Репрессии, видимо, за преклонностью его лет, обошли стороной самого Николая Александровича, но не его семью. В 1927 г. был арестован и расстрелян по ложному обвинению ГПУ сын Иван. Зять – Владимир Львович Барановский (за ним была замужем дочь Нина, в первом браке Лист), брат жены А.Ф. Керенского Ольги Львовны, бывший полковник царской армии и генерал-майор, начальник кабинета военного министра Временного правительства, был репрессирован в начале 1930-х гг. В 1933 г. заболела тифом и умерла в Сокольнической больнице тяжело переживавшая гибель сына Ольга Флорентьевна, причем, как вспоминал А.Н. Варенцов, смерть избавила ее от ареста, вместо нее был арестован Николай Александрович, но вскоре выпущен, поскольку сумел доказать, что у него ничего уже не осталось[4].

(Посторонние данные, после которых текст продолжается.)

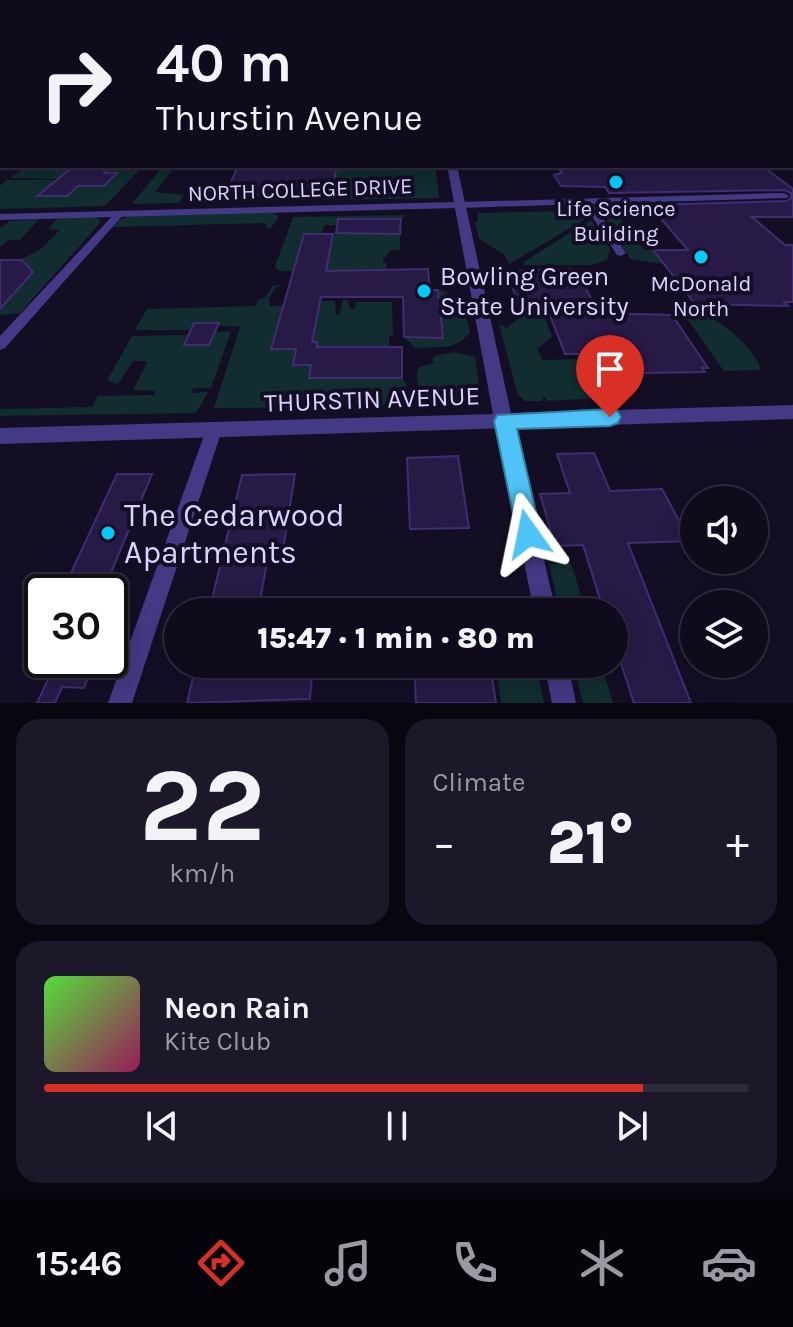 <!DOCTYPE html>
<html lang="en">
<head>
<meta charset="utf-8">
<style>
  :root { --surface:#0f0a1c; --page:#1d1829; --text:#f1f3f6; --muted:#9b9aa3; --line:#2f2b3b; --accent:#d93025 }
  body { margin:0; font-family:Karla,sans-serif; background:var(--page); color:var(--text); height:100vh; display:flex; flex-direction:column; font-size:30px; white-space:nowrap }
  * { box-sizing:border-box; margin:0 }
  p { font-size:26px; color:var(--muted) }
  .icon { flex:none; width:44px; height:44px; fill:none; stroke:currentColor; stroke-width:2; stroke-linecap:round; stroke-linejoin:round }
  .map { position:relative; height:703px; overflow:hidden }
  .side { display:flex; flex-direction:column; gap:16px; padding:16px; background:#08060f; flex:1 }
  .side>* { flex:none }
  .top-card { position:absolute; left:0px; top:0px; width:794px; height:168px; box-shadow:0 4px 20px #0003,0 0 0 2px var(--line); background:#0f0a1c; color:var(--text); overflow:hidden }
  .buttons { position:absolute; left:680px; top:486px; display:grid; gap:16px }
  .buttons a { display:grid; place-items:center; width:88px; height:88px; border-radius:50%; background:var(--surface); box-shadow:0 4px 20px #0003,0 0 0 2px var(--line); font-size:40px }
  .speed { position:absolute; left:24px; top:574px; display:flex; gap:16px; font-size:40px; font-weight:700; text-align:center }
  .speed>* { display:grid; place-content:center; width:104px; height:104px; border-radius:50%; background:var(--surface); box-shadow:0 4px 20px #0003,0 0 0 2px var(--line); line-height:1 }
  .speed .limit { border:4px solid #111; border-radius:12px; background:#fff; color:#111 }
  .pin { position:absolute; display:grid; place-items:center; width:68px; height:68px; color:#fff; margin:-82px -34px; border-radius:50% 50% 50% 0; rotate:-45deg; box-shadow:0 0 8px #0007 }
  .pin .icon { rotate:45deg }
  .me { position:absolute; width:88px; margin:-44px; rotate:348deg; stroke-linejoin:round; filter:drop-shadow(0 0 6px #0008) }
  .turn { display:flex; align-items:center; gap:28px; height:168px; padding:0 24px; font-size:36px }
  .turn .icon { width:104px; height:104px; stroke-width:2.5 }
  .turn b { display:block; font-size:56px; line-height:68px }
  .big { font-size:60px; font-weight:800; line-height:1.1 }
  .side .tile { flex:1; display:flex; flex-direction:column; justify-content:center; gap:12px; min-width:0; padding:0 28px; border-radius:24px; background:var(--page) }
  .side .dial { align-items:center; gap:0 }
  .dial b { font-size:104px; line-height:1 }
  .song { display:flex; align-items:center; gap:24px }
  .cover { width:96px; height:96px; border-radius:12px; background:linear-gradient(135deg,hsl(110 70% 55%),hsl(330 70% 35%)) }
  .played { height:8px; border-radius:4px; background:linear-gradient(90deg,var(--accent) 85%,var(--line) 85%) }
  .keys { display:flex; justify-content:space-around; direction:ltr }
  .heat { display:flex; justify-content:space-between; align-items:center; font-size:44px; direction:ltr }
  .side .tiles { flex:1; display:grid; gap:16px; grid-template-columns:1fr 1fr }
  .tile:last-child { grid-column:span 2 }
  .trip { position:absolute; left:164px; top:598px; width:464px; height:80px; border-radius:40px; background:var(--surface); box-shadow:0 4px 20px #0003,0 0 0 2px var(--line); font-weight:800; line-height:80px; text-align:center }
  .tabs { display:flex; height:128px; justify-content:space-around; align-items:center; background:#06040b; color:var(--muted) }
  .tabs .icon { width:56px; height:56px }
  .tabs .active { color:var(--accent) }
  .tabs b { font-size:36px; color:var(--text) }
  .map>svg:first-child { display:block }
  .green { fill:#112d2f }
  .building { fill:#271a46; stroke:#412c72; stroke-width:2 }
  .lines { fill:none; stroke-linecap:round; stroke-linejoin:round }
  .pedestrian { fill:#433984; fill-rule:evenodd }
  .minor { fill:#433984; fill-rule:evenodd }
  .tertiary { fill:#433984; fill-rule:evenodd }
  .route { fill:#4fc3f7; stroke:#337fa1; stroke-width:2 }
  .poi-dot { fill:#00ccfd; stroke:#140e25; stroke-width:3 }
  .labels { text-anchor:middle; stroke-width:8; stroke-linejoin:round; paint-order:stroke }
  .far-street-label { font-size:22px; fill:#dcd2ff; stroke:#140e25 }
  .far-poi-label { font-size:22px; fill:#dcd2ff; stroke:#140e25 }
  .poi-label { font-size:26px; fill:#dcd2ff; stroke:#140e25; text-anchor:start }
  .street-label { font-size:26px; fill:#dcd2ff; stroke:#140e25 }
  .near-poi-label { font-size:32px; fill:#dcd2ff; stroke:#140e25; text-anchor:start }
</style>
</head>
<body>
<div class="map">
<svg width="793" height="703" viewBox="0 0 793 703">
  <rect width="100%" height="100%" fill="#140e25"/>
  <g class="green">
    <path d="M27 166 70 169 58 179 10 178Z"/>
    <path d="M112 166H143L105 206 0 209V186L7 180H56L38 196H67L78 186H104L116 173H94L98 168Z"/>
    <path d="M163 166H176L155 192 184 195 179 203 132 204Z"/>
    <path d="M311 166H435L439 196 438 198 326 200 295 193 276 194 268 189 333 187 335 179H346L335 177 336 167Z"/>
    <path d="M569 211 589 217 509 264 505 255 479 239 475 222 478 221V213Z"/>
    <path d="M273 212 279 217 271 228H266V223L113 227 119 220 129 216Z"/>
    <path d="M406 215 401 219H339L338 225H324L322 234H304L293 271H279L275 267 293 217Z"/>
    <path d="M614 216 621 219 644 250H653L663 264 631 259 607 224V219Z"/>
    <path d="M96 217 101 222 20 313 0 315V309L33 273 22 259 41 249 60 230 48 229 58 218Z"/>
    <path d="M39 219 20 240H8L0 247V228L10 221Z"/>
    <path d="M589 221H592L610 249 607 260 592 265H523L525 261Z"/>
    <path d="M337 233 400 234V250H391L383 260V263L387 264 386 271H326L333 237Z"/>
    <path d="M285 284 276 287 269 298 270 306H283L271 348 296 349 293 364 311 365 310 378H402L407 386 398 400 377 407 214 408 240 327 194 323 191 330H135L147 309 256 306 258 300 266 297 272 286Z"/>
    <path d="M438 290C459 293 466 313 470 332 455 352 436 346 415 348L404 337H443Z"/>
    <path d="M343 300H348L350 309H355L356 302H392L393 336H389V347H317V342H312L320 301H335L336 315H339Z"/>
    <path d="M686 310C692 313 699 312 705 314 722 322 759 352 760 370L724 371 683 313Z"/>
    <path d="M544 315 552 337 537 349 543 360 577 359 594 374 629 377V384L616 397 548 401 544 397 541 401H525L518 395 499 324 507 328 521 316Z"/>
    <path d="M231 331 211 388H193L192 393 208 392 196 413 0 416V409L92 407 98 396 154 395 155 391 133 390 148 361H133L118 384 107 381 132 336 188 335 184 345H209L215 332Z"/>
    <path d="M454 352 475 357 481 401 476 405 438 406C425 395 411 385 419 367L435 363 432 360 435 356Z"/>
    <path d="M571 563 586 612H560L549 564Z"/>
    <path d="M536 664 544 703H501L496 665Z"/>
    <path d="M573 664H601L613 703H583Z"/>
  </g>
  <g class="building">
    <path d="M74 166H112L104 173H117L104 186H78L67 196H37Z"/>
    <path d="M238 166 277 168 336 167 334 187 281 188 238 200 223 201Z"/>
    <path d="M587 166H762L793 189V217H752L785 245H793V302H784L788 306 695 304 653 250H688L649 205 787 201 791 198V193L784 190 609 193 605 187 561 186 554 175 562 173 559 169 589 168Z"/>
    <path d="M338 219H401L400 234 336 233Z"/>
    <path d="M304 234H333L326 271 428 269 430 290H438L443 338 404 337 403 297H321L312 342H317V347H402V378H309L311 365H293L296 349H271Z"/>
    <path d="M0 260H22L33 272 0 309Z"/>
    <path d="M571 269 573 274H578L599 313 672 315 708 368H702L705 372 644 373 641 368 603 369 596 354H565L549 313 527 314 521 311 507 273 510 271Z"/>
    <path d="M194 323H219L209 345H184Z"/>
    <path d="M594 453 610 491 662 489 690 541 628 543 691 703H634L614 642V612H604L583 545 555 546 540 494 570 493 557 454Z"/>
    <path d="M458 456 469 528 410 529 407 458Z"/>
    <path d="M117 474H152L103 592H62Z"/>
    <path d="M295 474 283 550 269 551 258 612H209L242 475Z"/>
    <path d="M57 660H94L93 664H119L117 669 88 678 84 688 62 687 55 703H37Z"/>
    <path d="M196 664H313L310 699 187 703Z"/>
    <path d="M414 664H490L496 703H416Z"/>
  </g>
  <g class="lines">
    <rect class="pedestrian" x="792" y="120" width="1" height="2"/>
    <g class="minor">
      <path d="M784 193 789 196 787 198 593 204 626 253 621 256 617 255 584 204 459 208 454 205 459 202Z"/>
      <path d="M116 212 124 214 5 348 0 350V336Z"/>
      <path d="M504 414 510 416 512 421 556 612H534L496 421 498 416Z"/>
      <path d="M214 423 220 425 222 430 132 703H108L206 430 208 425Z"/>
      <path d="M544 664H568L576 703H552Z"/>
    </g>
    <g class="tertiary">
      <rect x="0" y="129" width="2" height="4"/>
      <path d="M447 166H457L511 413 793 405V419L0 444V428L493 414 455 208 0 220V214L454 202Z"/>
    </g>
  </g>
  <linearGradient id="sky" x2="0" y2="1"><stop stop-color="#0b0814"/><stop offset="0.44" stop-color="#343651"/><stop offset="1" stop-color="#343651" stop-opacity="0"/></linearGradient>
  <rect width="793" height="174" fill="url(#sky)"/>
  <path class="route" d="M610 409 618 411 621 417 618 423 610 426 517 429 541 534 537 543 528 546 519 543 494 421 497 415Z"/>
  <g class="poi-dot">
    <circle cx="616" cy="182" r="8"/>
    <circle cx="701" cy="257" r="8"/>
    <circle cx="424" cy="291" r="8"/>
    <circle cx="108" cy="533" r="8"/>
  </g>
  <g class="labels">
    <g class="far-street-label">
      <text transform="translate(300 189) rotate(-2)" y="8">NORTH COLLEGE DRIVE</text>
    </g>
    <g class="far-poi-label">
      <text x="616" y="216">Life Science<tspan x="616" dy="25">Building</tspan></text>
      <text x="701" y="291">McDonald<tspan x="701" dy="25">North</tspan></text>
    </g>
    <g class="poi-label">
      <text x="440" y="285">Bowling Green<tspan x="440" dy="30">State University</tspan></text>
    </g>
    <g class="street-label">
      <text transform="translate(372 399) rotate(-2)" y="9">THURSTIN AVENUE</text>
    </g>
    <g class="near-poi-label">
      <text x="124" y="526">The Cedarwood<tspan x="124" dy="37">Apartments</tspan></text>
    </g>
  </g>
</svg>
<div class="buttons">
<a><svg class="icon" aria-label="sound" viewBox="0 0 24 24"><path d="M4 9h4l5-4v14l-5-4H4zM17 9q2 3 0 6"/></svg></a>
<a><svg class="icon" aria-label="layers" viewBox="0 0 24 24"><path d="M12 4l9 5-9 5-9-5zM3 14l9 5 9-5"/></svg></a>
</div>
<div class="speed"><div class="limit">30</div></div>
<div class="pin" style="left:610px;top:417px;background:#d93025"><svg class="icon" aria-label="arrive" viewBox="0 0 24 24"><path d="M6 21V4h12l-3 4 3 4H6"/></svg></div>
<svg class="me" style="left:528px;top:534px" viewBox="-20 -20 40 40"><path d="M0-17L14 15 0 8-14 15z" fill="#4fc3f7" stroke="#fff" stroke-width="4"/></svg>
<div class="trip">15:47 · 1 min · 80 m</div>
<div class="top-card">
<div class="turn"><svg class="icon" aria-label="right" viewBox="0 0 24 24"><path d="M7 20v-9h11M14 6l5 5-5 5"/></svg><div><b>40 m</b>Thurstin Avenue</div></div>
</div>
</div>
<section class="side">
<div class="tiles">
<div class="tile dial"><b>22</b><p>km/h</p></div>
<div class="tile"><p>Climate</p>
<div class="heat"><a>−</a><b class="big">21°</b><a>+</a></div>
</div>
<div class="tile">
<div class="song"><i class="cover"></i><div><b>Neon Rain</b><p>Kite Club</p></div></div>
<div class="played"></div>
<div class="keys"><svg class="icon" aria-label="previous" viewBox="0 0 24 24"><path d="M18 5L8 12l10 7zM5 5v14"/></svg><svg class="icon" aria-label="pause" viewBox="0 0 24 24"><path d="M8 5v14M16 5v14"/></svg><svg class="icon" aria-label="next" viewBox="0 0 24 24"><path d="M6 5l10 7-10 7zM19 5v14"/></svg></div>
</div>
</div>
</section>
<nav class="tabs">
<b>15:46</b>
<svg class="icon active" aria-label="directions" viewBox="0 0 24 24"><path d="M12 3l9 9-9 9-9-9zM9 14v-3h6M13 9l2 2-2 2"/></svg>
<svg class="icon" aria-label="music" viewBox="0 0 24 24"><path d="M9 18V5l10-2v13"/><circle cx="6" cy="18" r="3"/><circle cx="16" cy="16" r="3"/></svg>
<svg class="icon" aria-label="phone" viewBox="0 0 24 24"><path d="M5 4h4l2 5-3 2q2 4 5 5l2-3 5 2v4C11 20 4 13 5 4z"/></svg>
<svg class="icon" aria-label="climate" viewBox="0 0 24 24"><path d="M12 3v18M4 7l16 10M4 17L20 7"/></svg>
<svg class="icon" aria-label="car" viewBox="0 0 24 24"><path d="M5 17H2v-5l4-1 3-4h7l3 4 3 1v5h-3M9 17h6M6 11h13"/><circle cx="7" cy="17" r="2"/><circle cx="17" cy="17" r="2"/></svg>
</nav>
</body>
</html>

Марк, до революции окончивший юридический факультет Московского университета, по возвращении из Одессы работал юрисконсультом, а свободное время проводил за шахматами (он имел первый разряд; в свое время был известным футболистом, в 1911 г. выступал за сборную Москвы). Как выходцы из буржуазных семей, младшие братья Андрей и Константин постоянно испытывали на себе последствия своего социального происхождения: блестяще учившийся Константин не смог получить диплом промышленно-экономического техникума, созданного на базе Александровского коммерческого училища, ему пришлось поступить в заочный строительный техникум; позже братья работали в малозаметных технических конторах. В 1941 г. они были призваны в действующую армию, Константин погиб в ополчении под Москвой.
А.Н. Варенцов записал в своих воспоминаниях: «В зимы войны я, служа в гражданской обороне Москвы и работая преподавателем на офицерских курсах, иногда отпрашивался к отцу наколоть ему дров для маленькой печурки, установленной в его комнате. Дома тогда не топили, и электричества не было. Папа сидел, с головой накрывшись пальто, при маленькой коптилочке. Но он был молодец и, несмотря на возраст и голод, сам днем ходил и покупал, что мог достать. <…> Папа пережил войну в своей комнате. Во время бомбежек ни в какие убежища не ходил, а подходил к окну и смотрел, как рвались зенитные снаряды, летели трассирующие пули, и слушал специфический гул немецких бомбардировщиков».
По свидетельству членов семьи одного из друзей Н.А. Варенцова – профессора Н.Е. Пестова, живших неподалеку и поддерживавших одинокого старика, Николай Александрович в годы войны сильно бедствовал и болел. Он умер в возрасте 84 лет 22 января 1947 года. Один из его знакомых, писатель А.А. Солодовников, так сказал о Н.А. Варенцове: «После 1917 года он лишился всего и стал нищим в полном смысле этого слова. Пройдя через такие духовные перегрузки, он не утратил ясности души, все воспринимал с благодарением и умер, повторяя “Слава Богу!”»[5]. Ныне простой православный крест осеняет его последнее пристанище на Немецком (Введенском) кладбище, у Большой боковой аллеи.
Работу над воспоминаниями «Слышанное. Виденное. Передуманное. Пережитое»[6] Н.А. Варенцов начал в 1930-е гг. Их основу составили отдельные дневниковые записи, деловые заметки, письма, документы, часть которых, по свидетельству автора, погибла в 1918 г. Первоначальный, черновой вариант, написанный на отдельных листах бумаги, был перебелен и переписан в восемь общих тетрадей, причем текст вновь подвергся небольшой авторской правке стилистического характера, внесенной по большей части карандашом, изредка чернилами[7]. В начале каждой тетради автором было сделано краткое рабочее оглавление. Одна из глав (67-я) имеет точную дату написания –13 мая 1933 г. В тексте упоминаются также события 1932 г. (гл. 53) и 1936 г. (гл. 36). О том, что работа над мемуарами была закончена во второй половине 1930-х гг., свидетельствует и внучка Николая Александровича – И.А. Глинская, читавшая их в те годы. Имеются сведения, что отрывки из воспоминаний читались близким автору людям: Ф.Н. Малинину, Н.Е. Пестову, А.А. Солодовникову.